_EXERCISE OBJECTIVE_
In the records below, find every line with the word "scale" and copy it.

_INPUT_
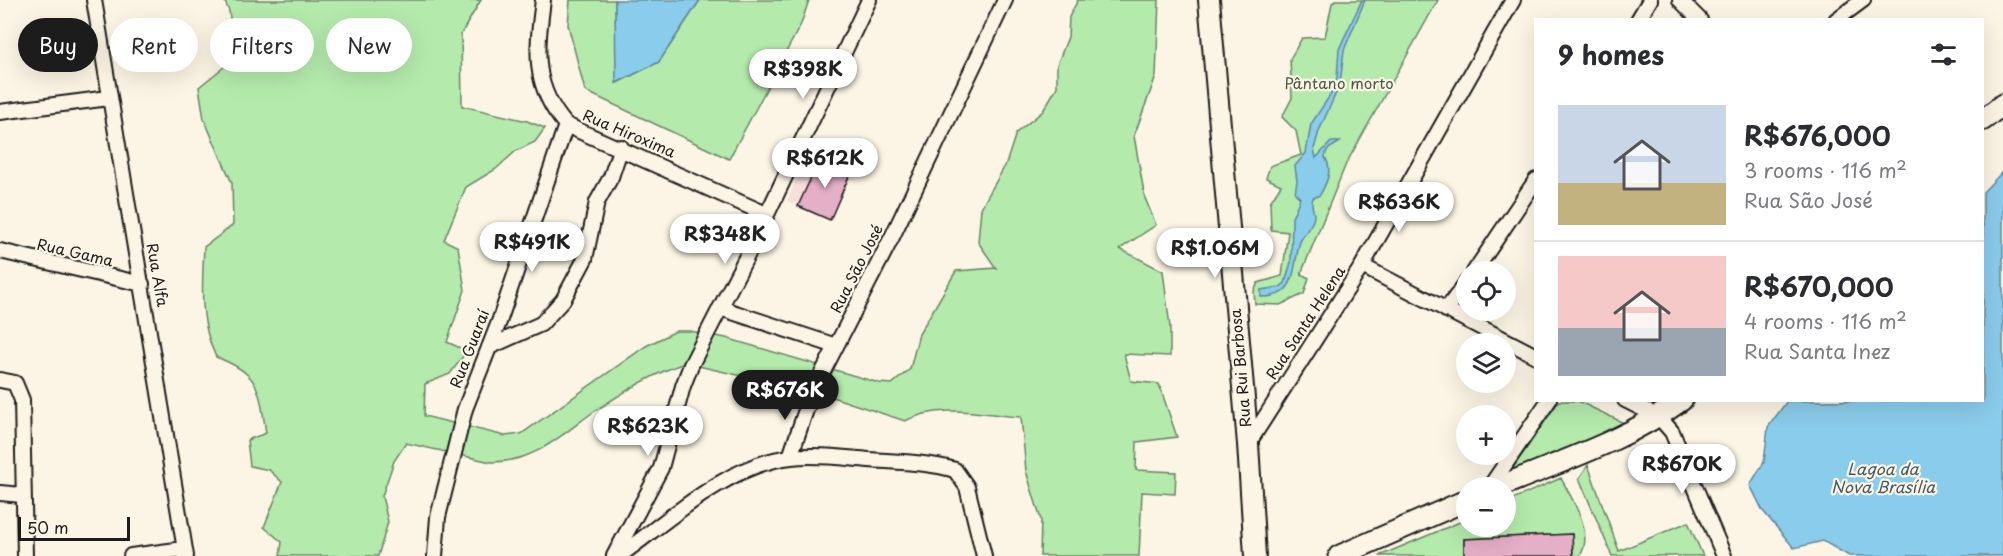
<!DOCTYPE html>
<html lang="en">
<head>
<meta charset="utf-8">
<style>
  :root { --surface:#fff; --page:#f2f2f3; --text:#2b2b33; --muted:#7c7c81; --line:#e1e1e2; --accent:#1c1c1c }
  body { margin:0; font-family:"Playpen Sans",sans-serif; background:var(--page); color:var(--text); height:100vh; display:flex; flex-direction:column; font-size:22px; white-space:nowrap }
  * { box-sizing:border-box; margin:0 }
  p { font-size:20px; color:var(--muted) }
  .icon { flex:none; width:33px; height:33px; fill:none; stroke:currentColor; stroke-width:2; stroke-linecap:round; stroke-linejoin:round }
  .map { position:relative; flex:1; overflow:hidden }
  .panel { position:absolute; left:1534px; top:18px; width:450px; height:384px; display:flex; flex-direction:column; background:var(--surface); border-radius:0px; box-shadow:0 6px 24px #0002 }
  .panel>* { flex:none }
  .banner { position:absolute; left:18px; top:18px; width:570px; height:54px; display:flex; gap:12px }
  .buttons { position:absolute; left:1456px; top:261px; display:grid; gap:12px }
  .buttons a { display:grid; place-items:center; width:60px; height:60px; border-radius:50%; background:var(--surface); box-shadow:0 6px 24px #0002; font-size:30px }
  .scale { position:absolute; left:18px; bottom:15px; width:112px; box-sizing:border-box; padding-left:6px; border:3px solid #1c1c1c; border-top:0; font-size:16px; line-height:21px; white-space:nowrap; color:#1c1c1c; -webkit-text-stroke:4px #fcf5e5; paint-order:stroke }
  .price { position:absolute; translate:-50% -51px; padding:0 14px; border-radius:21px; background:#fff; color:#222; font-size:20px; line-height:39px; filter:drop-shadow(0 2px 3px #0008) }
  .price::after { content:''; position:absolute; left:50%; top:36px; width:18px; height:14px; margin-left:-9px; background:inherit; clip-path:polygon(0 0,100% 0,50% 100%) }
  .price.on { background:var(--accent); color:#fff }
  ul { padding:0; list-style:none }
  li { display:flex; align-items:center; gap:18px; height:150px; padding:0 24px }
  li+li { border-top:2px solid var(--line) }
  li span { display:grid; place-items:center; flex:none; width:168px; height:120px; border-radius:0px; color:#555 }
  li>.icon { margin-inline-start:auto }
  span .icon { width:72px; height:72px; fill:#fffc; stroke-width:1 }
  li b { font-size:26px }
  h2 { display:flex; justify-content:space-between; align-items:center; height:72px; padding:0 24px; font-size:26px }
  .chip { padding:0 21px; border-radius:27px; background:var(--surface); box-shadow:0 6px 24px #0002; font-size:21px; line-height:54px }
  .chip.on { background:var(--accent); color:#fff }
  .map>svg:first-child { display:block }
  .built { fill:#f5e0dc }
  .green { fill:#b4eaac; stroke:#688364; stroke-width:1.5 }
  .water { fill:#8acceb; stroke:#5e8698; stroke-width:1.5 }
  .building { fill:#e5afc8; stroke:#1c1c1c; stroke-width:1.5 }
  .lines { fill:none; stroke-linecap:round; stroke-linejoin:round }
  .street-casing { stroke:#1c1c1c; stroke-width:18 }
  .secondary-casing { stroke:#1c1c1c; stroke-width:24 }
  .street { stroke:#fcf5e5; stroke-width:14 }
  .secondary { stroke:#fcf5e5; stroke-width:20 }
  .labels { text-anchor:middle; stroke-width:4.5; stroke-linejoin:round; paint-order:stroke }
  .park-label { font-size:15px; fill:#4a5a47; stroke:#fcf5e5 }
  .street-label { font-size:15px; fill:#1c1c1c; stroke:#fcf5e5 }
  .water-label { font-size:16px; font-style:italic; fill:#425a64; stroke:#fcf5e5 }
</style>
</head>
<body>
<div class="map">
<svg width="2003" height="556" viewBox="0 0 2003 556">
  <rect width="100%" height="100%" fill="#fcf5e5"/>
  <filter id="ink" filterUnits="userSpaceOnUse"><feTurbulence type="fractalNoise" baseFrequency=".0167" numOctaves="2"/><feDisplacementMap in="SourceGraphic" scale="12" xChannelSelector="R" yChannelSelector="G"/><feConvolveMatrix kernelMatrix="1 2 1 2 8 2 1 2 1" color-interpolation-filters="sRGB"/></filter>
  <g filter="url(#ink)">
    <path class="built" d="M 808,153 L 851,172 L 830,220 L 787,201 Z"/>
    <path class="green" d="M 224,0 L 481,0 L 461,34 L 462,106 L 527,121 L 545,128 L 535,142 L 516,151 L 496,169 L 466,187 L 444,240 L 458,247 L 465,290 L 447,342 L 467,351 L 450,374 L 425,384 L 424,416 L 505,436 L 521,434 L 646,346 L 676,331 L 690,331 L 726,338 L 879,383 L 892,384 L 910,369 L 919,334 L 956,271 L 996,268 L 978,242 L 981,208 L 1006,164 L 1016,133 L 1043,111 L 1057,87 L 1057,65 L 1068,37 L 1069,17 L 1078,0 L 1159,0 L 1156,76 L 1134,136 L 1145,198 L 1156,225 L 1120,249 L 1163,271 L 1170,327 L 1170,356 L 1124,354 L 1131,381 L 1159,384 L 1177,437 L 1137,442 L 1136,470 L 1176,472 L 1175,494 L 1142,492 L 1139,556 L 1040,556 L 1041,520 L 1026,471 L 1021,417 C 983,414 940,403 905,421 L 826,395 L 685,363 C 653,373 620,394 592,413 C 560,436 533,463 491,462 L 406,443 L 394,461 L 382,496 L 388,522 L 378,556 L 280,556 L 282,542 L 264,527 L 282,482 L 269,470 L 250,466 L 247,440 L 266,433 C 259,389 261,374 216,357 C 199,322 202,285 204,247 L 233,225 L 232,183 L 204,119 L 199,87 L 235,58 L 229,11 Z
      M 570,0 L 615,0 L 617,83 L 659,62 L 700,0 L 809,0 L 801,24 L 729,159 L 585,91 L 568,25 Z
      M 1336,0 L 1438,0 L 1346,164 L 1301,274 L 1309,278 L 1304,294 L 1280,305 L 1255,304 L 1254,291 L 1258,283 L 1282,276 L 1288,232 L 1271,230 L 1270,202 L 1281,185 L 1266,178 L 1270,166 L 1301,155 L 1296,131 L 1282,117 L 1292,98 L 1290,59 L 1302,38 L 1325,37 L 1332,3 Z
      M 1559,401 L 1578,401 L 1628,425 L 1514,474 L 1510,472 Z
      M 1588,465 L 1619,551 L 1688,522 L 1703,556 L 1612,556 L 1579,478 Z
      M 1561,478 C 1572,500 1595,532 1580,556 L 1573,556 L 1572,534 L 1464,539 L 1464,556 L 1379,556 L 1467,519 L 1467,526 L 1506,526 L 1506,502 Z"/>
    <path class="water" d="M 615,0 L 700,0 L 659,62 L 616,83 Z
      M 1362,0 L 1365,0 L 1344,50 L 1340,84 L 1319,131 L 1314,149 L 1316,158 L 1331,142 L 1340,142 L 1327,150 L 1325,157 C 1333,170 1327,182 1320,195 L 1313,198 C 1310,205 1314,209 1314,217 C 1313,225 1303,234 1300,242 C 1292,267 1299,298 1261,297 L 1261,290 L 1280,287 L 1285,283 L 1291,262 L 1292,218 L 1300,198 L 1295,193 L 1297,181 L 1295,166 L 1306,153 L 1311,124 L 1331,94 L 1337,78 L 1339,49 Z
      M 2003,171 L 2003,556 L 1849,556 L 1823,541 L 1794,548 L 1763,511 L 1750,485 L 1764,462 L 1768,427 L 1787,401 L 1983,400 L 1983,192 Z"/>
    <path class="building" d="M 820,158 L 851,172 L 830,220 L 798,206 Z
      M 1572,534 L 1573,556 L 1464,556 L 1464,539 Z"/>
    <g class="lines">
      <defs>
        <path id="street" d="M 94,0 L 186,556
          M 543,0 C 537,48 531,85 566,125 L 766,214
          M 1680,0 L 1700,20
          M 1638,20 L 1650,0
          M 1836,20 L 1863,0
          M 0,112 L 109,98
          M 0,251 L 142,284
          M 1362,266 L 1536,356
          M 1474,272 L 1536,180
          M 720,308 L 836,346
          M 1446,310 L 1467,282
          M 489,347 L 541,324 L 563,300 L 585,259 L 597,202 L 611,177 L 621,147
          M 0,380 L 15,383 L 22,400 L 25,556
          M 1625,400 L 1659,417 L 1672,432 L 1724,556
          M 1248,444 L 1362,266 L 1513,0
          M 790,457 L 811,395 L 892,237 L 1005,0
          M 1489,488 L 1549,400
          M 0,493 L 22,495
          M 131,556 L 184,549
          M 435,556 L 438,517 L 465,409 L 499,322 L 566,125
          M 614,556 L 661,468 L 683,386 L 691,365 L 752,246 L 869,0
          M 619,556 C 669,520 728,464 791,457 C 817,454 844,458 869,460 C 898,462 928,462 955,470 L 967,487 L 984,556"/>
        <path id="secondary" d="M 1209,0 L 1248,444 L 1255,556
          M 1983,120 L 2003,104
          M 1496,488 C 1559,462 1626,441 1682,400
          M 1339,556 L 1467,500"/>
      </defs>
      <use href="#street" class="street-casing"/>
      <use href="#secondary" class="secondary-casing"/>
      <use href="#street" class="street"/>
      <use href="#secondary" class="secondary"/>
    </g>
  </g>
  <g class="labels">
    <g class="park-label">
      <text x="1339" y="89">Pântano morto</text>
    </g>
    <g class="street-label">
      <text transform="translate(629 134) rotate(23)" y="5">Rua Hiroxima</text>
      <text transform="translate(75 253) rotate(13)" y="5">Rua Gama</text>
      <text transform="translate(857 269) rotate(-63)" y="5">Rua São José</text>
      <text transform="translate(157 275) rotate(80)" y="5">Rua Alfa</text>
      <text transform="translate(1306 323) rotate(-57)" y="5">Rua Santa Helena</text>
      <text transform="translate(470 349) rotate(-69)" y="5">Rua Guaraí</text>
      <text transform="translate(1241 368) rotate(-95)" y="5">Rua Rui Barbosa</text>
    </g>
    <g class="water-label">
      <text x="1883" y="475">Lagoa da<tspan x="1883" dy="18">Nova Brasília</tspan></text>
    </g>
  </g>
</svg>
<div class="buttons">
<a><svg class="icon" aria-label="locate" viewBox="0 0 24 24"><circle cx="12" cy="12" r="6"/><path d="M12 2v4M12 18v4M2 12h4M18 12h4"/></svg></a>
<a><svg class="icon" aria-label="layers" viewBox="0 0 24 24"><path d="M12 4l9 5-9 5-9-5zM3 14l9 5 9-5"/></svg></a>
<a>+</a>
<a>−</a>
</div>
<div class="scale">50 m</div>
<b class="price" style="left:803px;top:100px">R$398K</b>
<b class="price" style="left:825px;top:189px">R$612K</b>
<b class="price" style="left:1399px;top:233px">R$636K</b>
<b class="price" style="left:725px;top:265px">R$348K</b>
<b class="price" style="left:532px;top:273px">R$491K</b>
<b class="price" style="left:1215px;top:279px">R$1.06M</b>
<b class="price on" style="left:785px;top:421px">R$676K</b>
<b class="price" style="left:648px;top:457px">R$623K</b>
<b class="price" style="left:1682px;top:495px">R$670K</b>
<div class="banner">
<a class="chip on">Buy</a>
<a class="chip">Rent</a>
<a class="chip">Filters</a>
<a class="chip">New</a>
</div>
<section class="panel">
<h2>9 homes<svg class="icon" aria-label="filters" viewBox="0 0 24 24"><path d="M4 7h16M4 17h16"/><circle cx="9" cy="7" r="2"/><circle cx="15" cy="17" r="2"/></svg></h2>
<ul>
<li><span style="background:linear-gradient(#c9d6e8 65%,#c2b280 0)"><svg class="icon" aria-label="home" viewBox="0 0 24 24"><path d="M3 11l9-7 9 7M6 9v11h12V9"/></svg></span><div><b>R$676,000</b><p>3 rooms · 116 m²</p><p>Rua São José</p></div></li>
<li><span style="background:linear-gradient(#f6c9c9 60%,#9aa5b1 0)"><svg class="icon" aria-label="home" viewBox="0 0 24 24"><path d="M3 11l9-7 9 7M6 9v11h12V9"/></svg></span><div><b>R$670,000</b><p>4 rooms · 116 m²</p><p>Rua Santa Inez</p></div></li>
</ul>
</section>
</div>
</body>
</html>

_WRITTEN ANSWER_
  .scale { position:absolute; left:18px; bottom:15px; width:112px; box-sizing:border-box; padding-left:6px; border:3px solid #1c1c1c; border-top:0; font-size:16px; line-height:21px; white-space:nowrap; color:#1c1c1c; -webkit-text-stroke:4px #fcf5e5; paint-order:stroke }
  <filter id="ink" filterUnits="userSpaceOnUse"><feTurbulence type="fractalNoise" baseFrequency=".0167" numOctaves="2"/><feDisplacementMap in="SourceGraphic" scale="12" xChannelSelector="R" yChannelSelector="G"/><feConvolveMatrix kernelMatrix="1 2 1 2 8 2 1 2 1" color-interpolation-filters="sRGB"/></filter>
<div class="scale">50 m</div>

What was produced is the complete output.